==== DATA BELOW
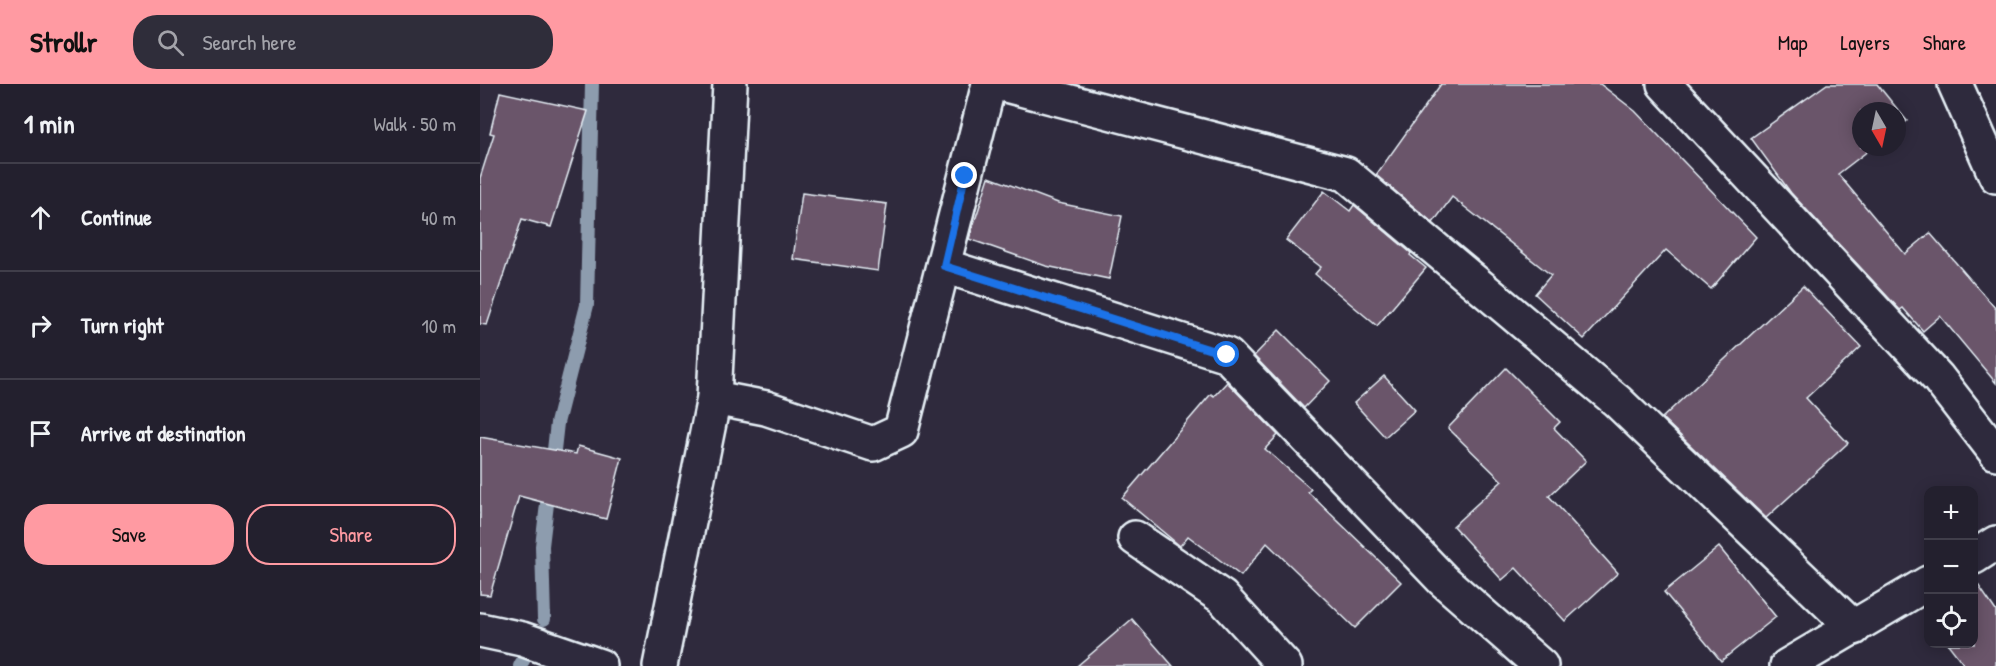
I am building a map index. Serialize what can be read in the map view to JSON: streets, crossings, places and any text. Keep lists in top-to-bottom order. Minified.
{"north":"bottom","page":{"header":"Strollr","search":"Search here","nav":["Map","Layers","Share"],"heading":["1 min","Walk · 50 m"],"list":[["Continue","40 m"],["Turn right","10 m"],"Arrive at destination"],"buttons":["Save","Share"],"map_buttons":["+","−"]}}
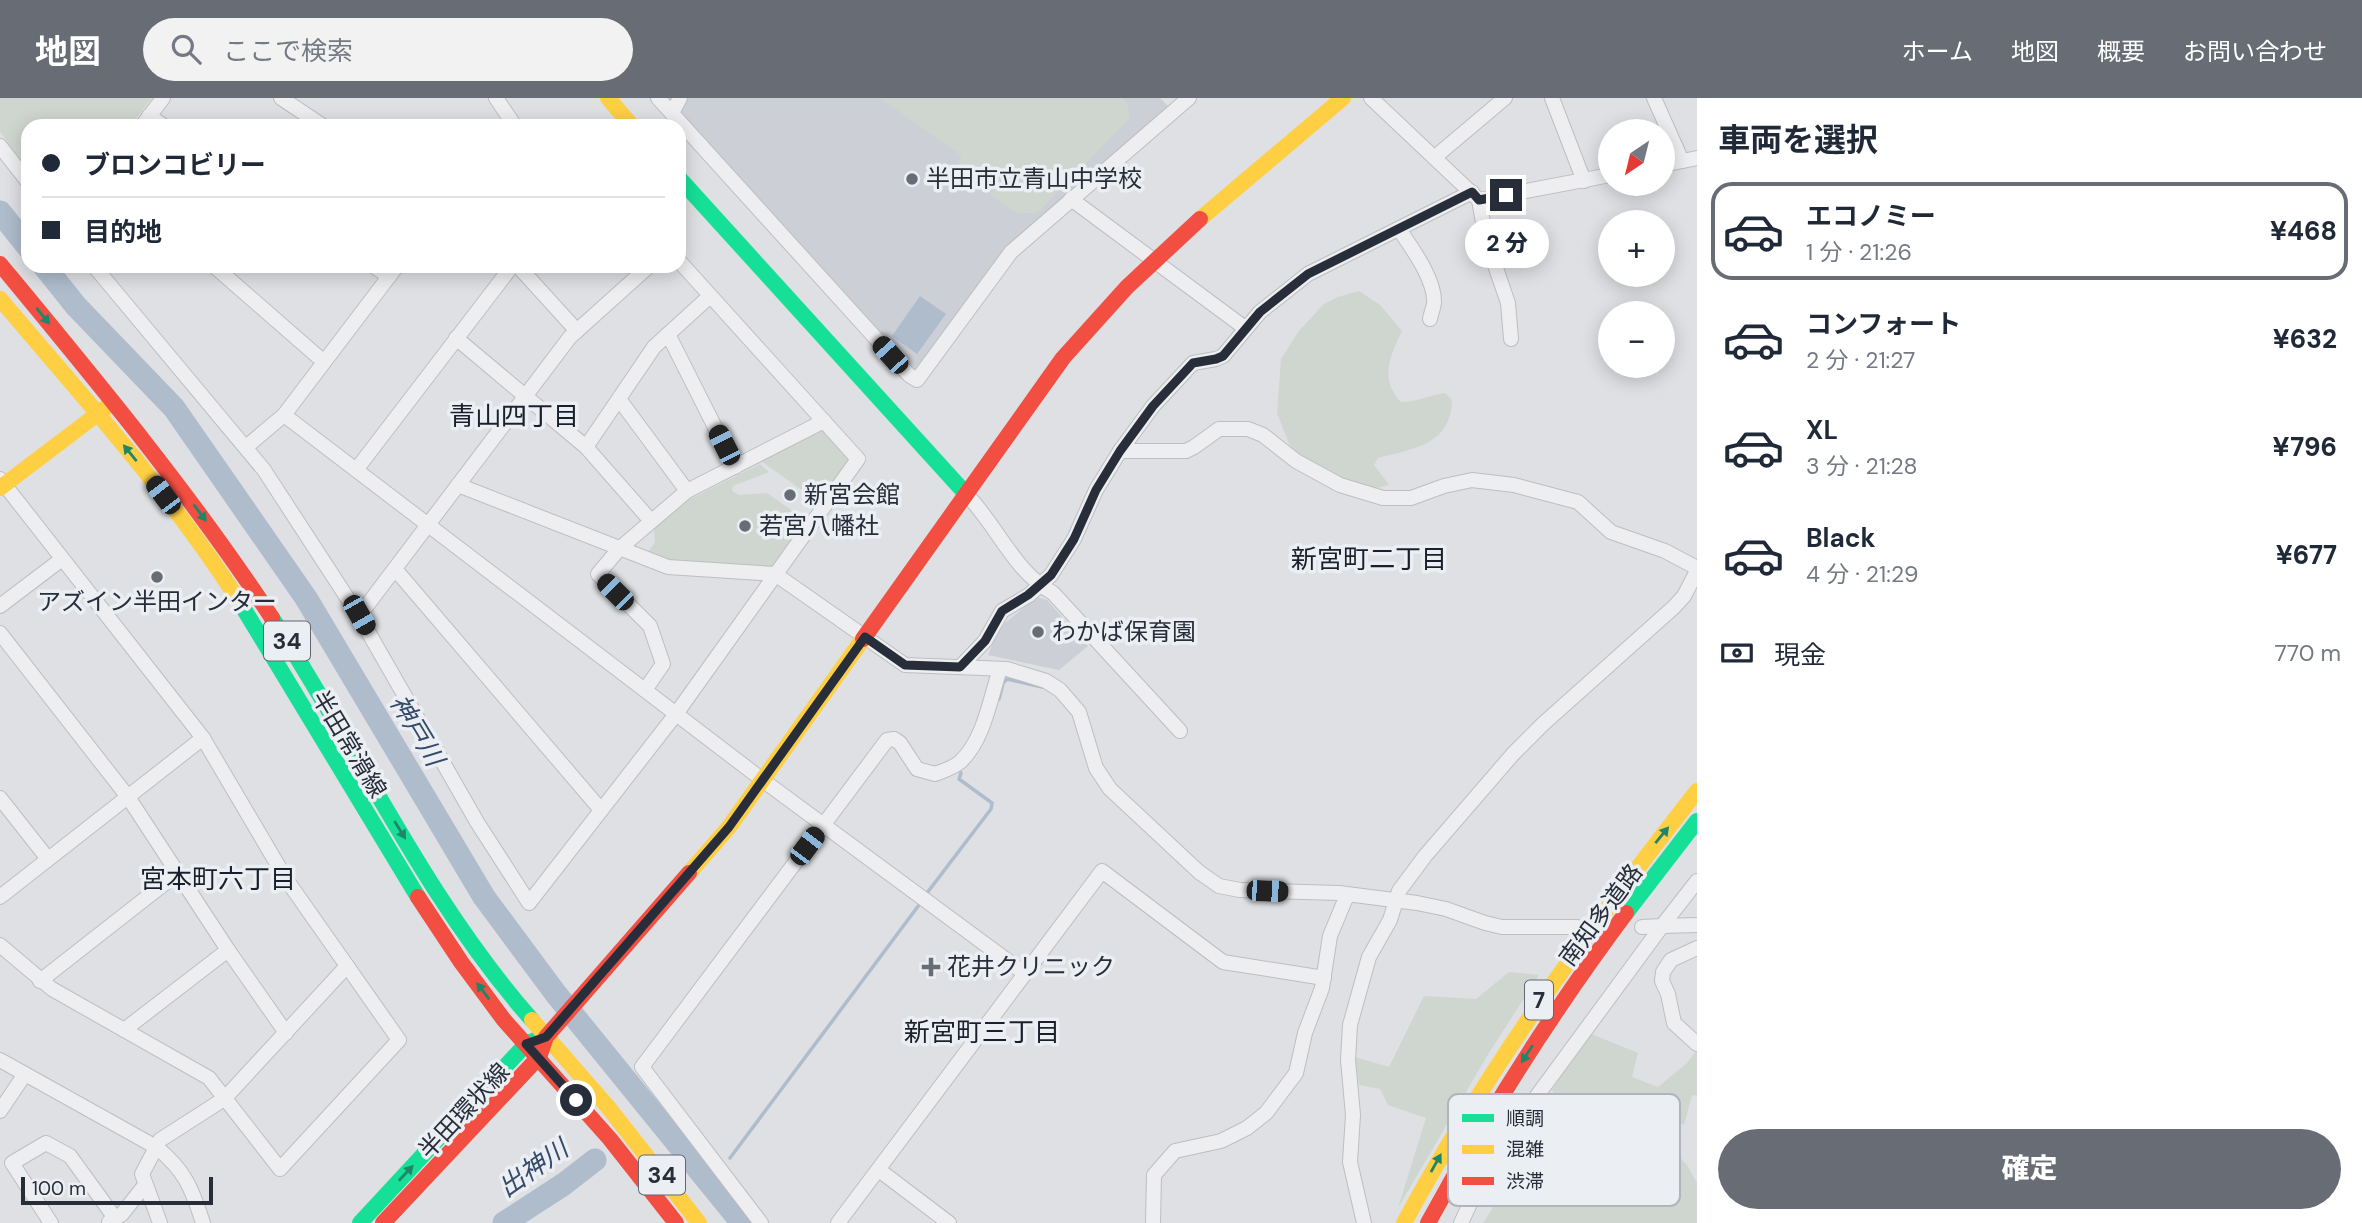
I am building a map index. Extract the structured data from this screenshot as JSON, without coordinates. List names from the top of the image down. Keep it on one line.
========
◆ WORK TO COMPLETE: Without any pictures, transcribe the listing above exactly as written.

◆ OUTPUT:
I am building a map index. Serialize what can be read in the map view to JSON: streets, crossings, places and any text. Keep lists in top-to-bottom order. Minified.
{"north":"bottom","page":{"header":"Strollr","search":"Search here","nav":["Map","Layers","Share"],"heading":["1 min","Walk · 50 m"],"list":[["Continue","40 m"],["Turn right","10 m"],"Arrive at destination"],"buttons":["Save","Share"],"map_buttons":["+","−"]}}
I am building a map index. Extract the structured data from this screenshot as JSON, without coordinates. List names from the top of the image down. Keep it on one line.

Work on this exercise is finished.